Pad thai, however, isn’t a biohazard. I used disinfectant wipes every single time on those sofas, and they were replaced very regularly.
Every year, my bonus went up by a considerable amount. Not only did I scare HR rigid with my euphemisms, Jared loved my work. (My actual work, not my sideline as a sofa cleaner and needle disposal technician.) I didn’t mind the sideline that much: I waitressed through university to help pay my tuition fees. University towns don’t have the best behaved clientele: I cleaned a lot of toilets. Once I had my degree, if my job required me to wipe up other people’s bodily fluids, it had better come with a great salary, yearly bonuses and the best health and dental care plan available to humanity. Which it did.
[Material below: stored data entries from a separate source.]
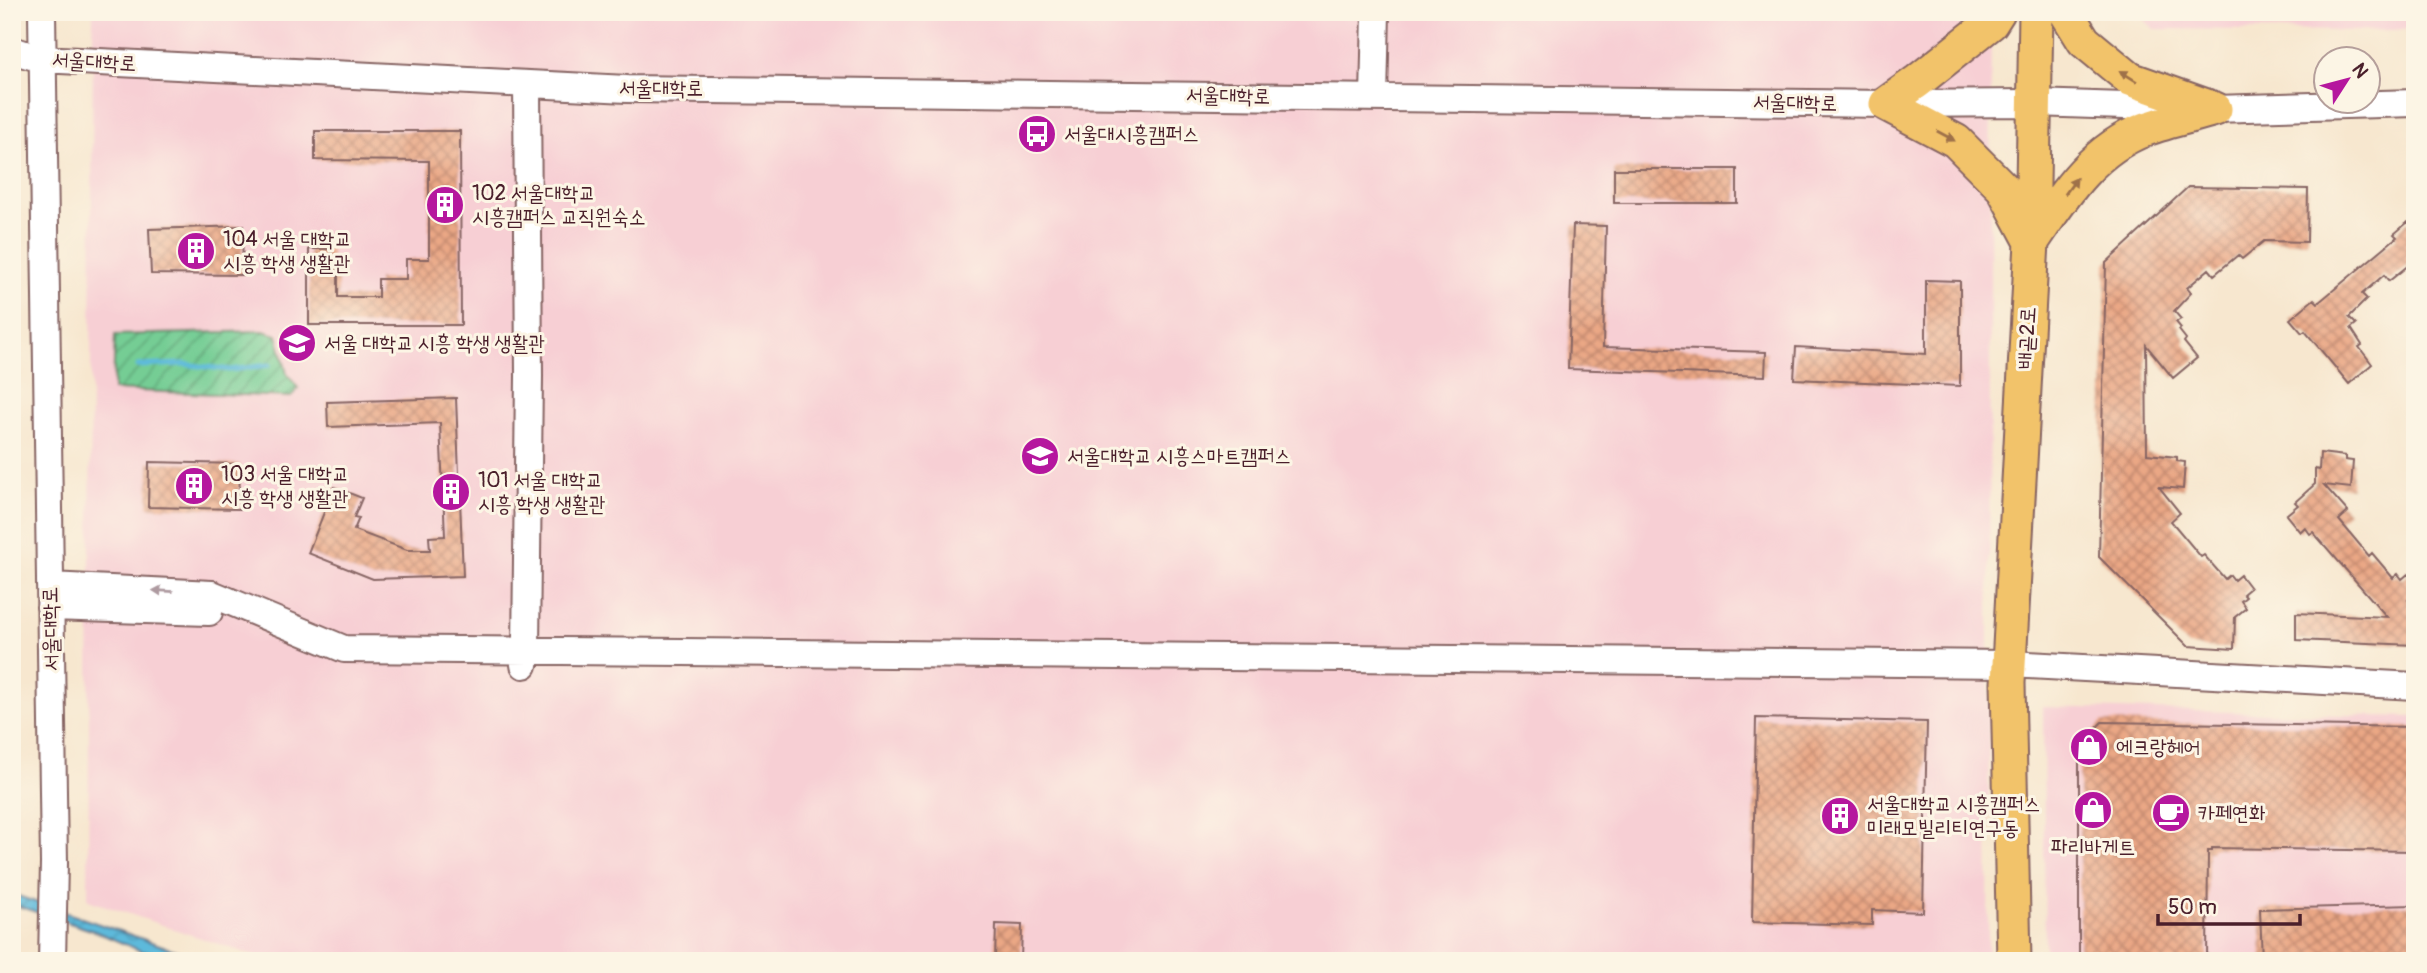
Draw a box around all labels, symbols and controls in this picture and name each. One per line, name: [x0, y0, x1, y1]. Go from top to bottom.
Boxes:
street label: 서울대학로: [51, 46, 137, 78]
north arrow: [2312, 46, 2382, 116]
text: N: [2346, 58, 2374, 83]
one-way arrow: [2119, 69, 2138, 82]
street label: 서울대학로: [619, 75, 703, 102]
street label: 서울대학로: [1186, 82, 1270, 110]
street label: 서울대학로: [1753, 89, 1837, 117]
bus stop icon: 서울대시흥캠퍼스: [1016, 113, 1058, 155]
place label: 서울대시흥캠퍼스: [1064, 121, 1199, 148]
one-way arrow: [1936, 130, 1956, 142]
one-way arrow: [2064, 177, 2078, 195]
place label: 102 서울대학교 시흥캠퍼스 교직원숙소: [472, 180, 646, 231]
building icon: 102 서울대학교 시흥캠퍼스 교직원숙소: [424, 184, 466, 226]
place label: 104 서울 대학교 시흥 학생 생활관: [223, 226, 351, 277]
building icon: 104 서울 대학교 시흥 학생 생활관: [175, 230, 217, 272]
street label: 배곧2로: [2012, 306, 2042, 370]
school or university icon: 서울 대학교 시흥 학생 생활관: [276, 322, 318, 364]
place label: 서울 대학교 시흥 학생 생활관: [324, 330, 545, 357]
school or university icon: 서울대학교 시흥스마트캠퍼스: [1019, 435, 1061, 477]
place label: 서울대학교 시흥스마트캠퍼스: [1067, 443, 1291, 470]
place label: 103 서울 대학교 시흥 학생 생활관: [221, 461, 349, 512]
building icon: 103 서울 대학교 시흥 학생 생활관: [173, 465, 215, 507]
place label: 101 서울 대학교 시흥 학생 생활관: [478, 467, 606, 518]
building icon: 101 서울 대학교 시흥 학생 생활관: [430, 471, 472, 513]
one-way arrow: [152, 586, 174, 597]
street label: 서울대학로: [37, 587, 65, 671]
shop icon: 에크랑헤어: [2068, 726, 2110, 768]
place label: 에크랑헤어: [2116, 734, 2201, 761]
shop icon: 파리바게트: [2072, 789, 2114, 831]
place label: 서울대학교 시흥캠퍼스 미래모빌리티연구동: [1867, 791, 2041, 842]
cafe icon: 카페연화: [2150, 792, 2192, 834]
building icon: 서울대학교 시흥캠퍼스 미래모빌리티연구동: [1819, 795, 1861, 837]
place label: 카페연화: [2198, 800, 2266, 827]
place label: 파리바게트: [2051, 834, 2135, 861]
scale bar: [2158, 882, 2299, 926]
text: 50 m: [2168, 894, 2217, 921]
Besides, the office manager told me the real reason we had a personal copy of the New York Times delivered every morning, when Jared never even glanced at it. It was a thick stack of paper with several supplements every day, more than enough to wrap up the used syringes for safe disposal. I did suggest a sharps bin in the toilets, but the manager gave me to understand that this would make the situation too blatant. I had a whole system for making sure the needle was driven through layers and layers of paper, completely covered, so that the cleaners would never get hurt.
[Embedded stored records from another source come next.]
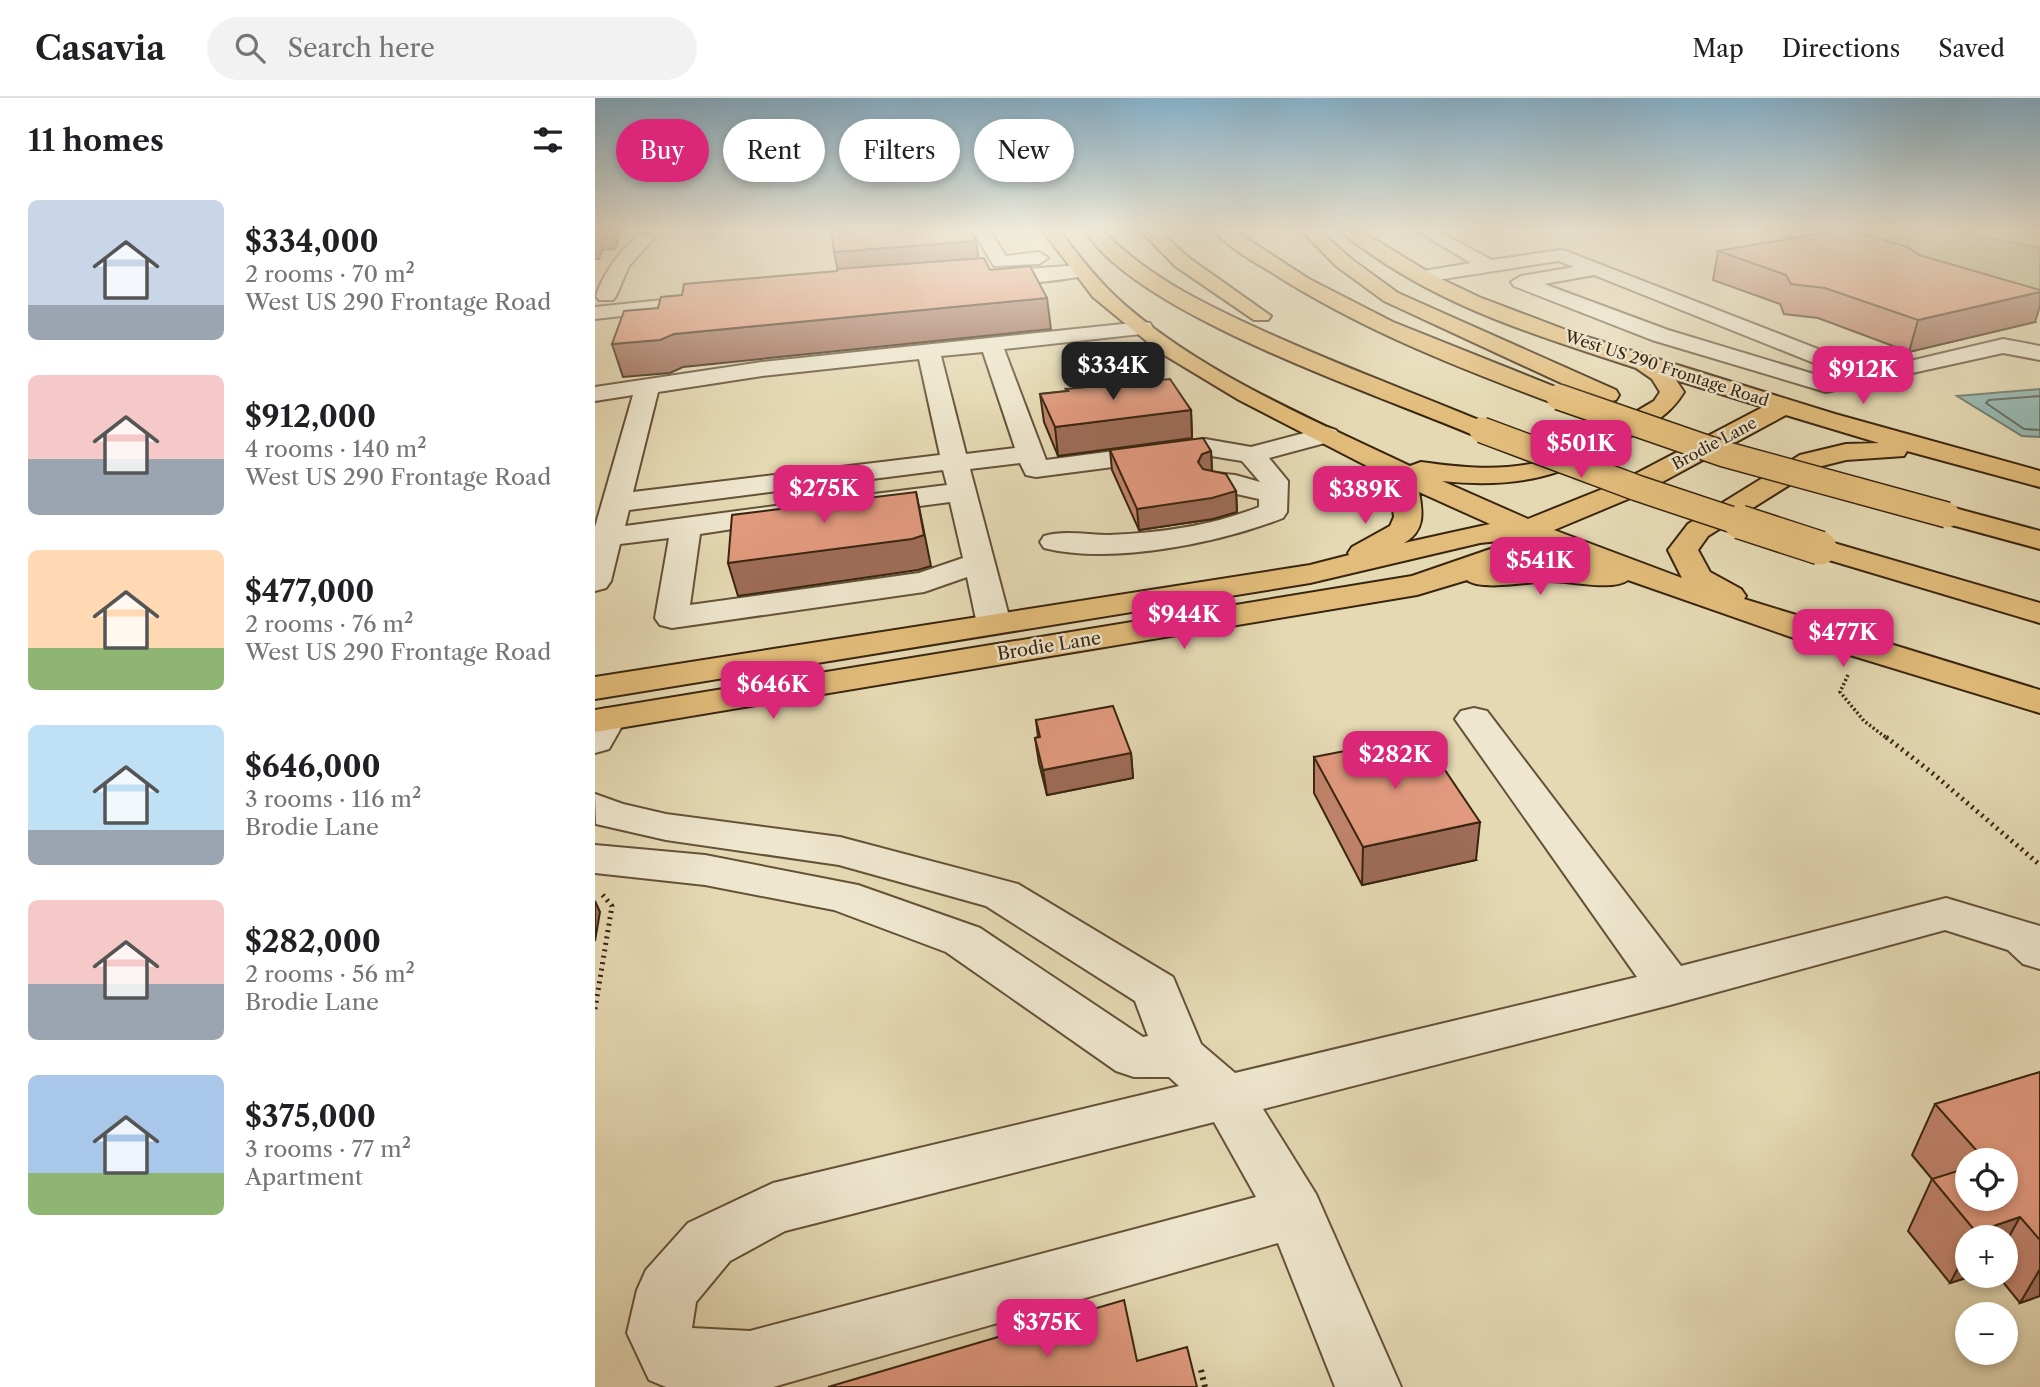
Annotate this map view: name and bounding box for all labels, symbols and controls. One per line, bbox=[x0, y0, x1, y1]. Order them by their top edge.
search box bbox=[207, 17, 697, 80]
text: Casavia bbox=[35, 28, 165, 69]
icon: search bbox=[231, 29, 269, 67]
text: Search here bbox=[287, 32, 435, 64]
text: Map bbox=[1692, 34, 1744, 63]
text: Directions bbox=[1782, 34, 1900, 63]
text: Saved bbox=[1938, 34, 2005, 63]
chip: Buy bbox=[616, 119, 709, 182]
chip: Rent bbox=[723, 119, 825, 182]
chip: Filters bbox=[839, 119, 960, 182]
chip: New bbox=[974, 119, 1074, 182]
icon: filters bbox=[529, 121, 567, 159]
text: 11 homes bbox=[28, 122, 164, 159]
text: $334,000 bbox=[245, 223, 379, 260]
icon: home bbox=[84, 228, 168, 312]
text: 2 rooms · 70 m² bbox=[245, 260, 415, 288]
text: West US 290 Frontage Road bbox=[245, 288, 551, 316]
street label: West US 290 Frontage Road bbox=[1562, 325, 1772, 410]
pin: $334K bbox=[1064, 342, 1162, 402]
pin: $912K bbox=[1814, 346, 1912, 406]
text: $334K bbox=[1078, 351, 1148, 379]
text: $912K bbox=[1829, 355, 1897, 383]
text: $912,000 bbox=[245, 398, 376, 435]
icon: home bbox=[84, 403, 168, 487]
street label: Brodie Lane bbox=[1668, 412, 1760, 474]
pin: $501K bbox=[1532, 420, 1630, 480]
text: $501K bbox=[1547, 429, 1615, 457]
text: 4 rooms · 140 m² bbox=[245, 435, 427, 463]
text: West US 290 Frontage Road bbox=[245, 463, 551, 491]
pin: $275K bbox=[775, 466, 873, 525]
pin: $389K bbox=[1316, 466, 1414, 526]
text: $275K bbox=[789, 474, 859, 502]
text: $389K bbox=[1329, 475, 1401, 503]
pin: $541K bbox=[1491, 538, 1589, 597]
text: $541K bbox=[1506, 546, 1574, 574]
text: $477,000 bbox=[245, 573, 374, 610]
icon: home bbox=[84, 578, 168, 662]
pin: $944K bbox=[1135, 592, 1233, 651]
text: $944K bbox=[1148, 600, 1220, 628]
text: 2 rooms · 76 m² bbox=[245, 610, 413, 638]
pin: $477K bbox=[1794, 610, 1892, 669]
text: $477K bbox=[1809, 618, 1877, 646]
street label: Brodie Lane bbox=[995, 627, 1103, 665]
text: West US 290 Frontage Road bbox=[245, 638, 551, 666]
pin: $646K bbox=[724, 662, 822, 721]
text: $646K bbox=[737, 670, 809, 698]
pin: $282K bbox=[1346, 732, 1444, 791]
text: $282K bbox=[1359, 740, 1431, 768]
text: $646,000 bbox=[245, 748, 381, 785]
icon: home bbox=[84, 753, 168, 837]
text: 3 rooms · 116 m² bbox=[245, 785, 421, 813]
text: Brodie Lane bbox=[245, 813, 379, 841]
text: $282,000 bbox=[245, 923, 381, 960]
icon: home bbox=[84, 928, 168, 1012]
text: 2 rooms · 56 m² bbox=[245, 960, 415, 988]
text: Brodie Lane bbox=[245, 988, 379, 1016]
text: $375,000 bbox=[245, 1098, 376, 1135]
icon: home bbox=[84, 1103, 168, 1187]
text: 3 rooms · 77 m² bbox=[245, 1135, 411, 1163]
map controls bbox=[1955, 1148, 2018, 1365]
button: locate bbox=[1955, 1148, 2018, 1211]
text: Apartment bbox=[245, 1163, 363, 1191]
button: + bbox=[1955, 1225, 2018, 1288]
pin: $375K bbox=[998, 1300, 1096, 1359]
button: − bbox=[1955, 1302, 2018, 1365]
text: $375K bbox=[1013, 1308, 1081, 1336]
“Mary Poppins!” he yelled, striding into my office, the antechamber to his, with a couple of elegant, beautiful twenty-something women forming a phalanx behind him, arrow formation. As always with the particular type of assistants Jared called his wing women, their hair was long, their heels high and their smiles bright.
“Present and correct,” I said in my Mary voice. The more formally I talked, the better he liked it.
“Get me the latest version of the nun script!” he shouted.
This was his normal pitch, so I didn’t even blink.
“Absolutely, sir,” I said, extracting it from the stack of scripts on my desk and carrying it through to his office.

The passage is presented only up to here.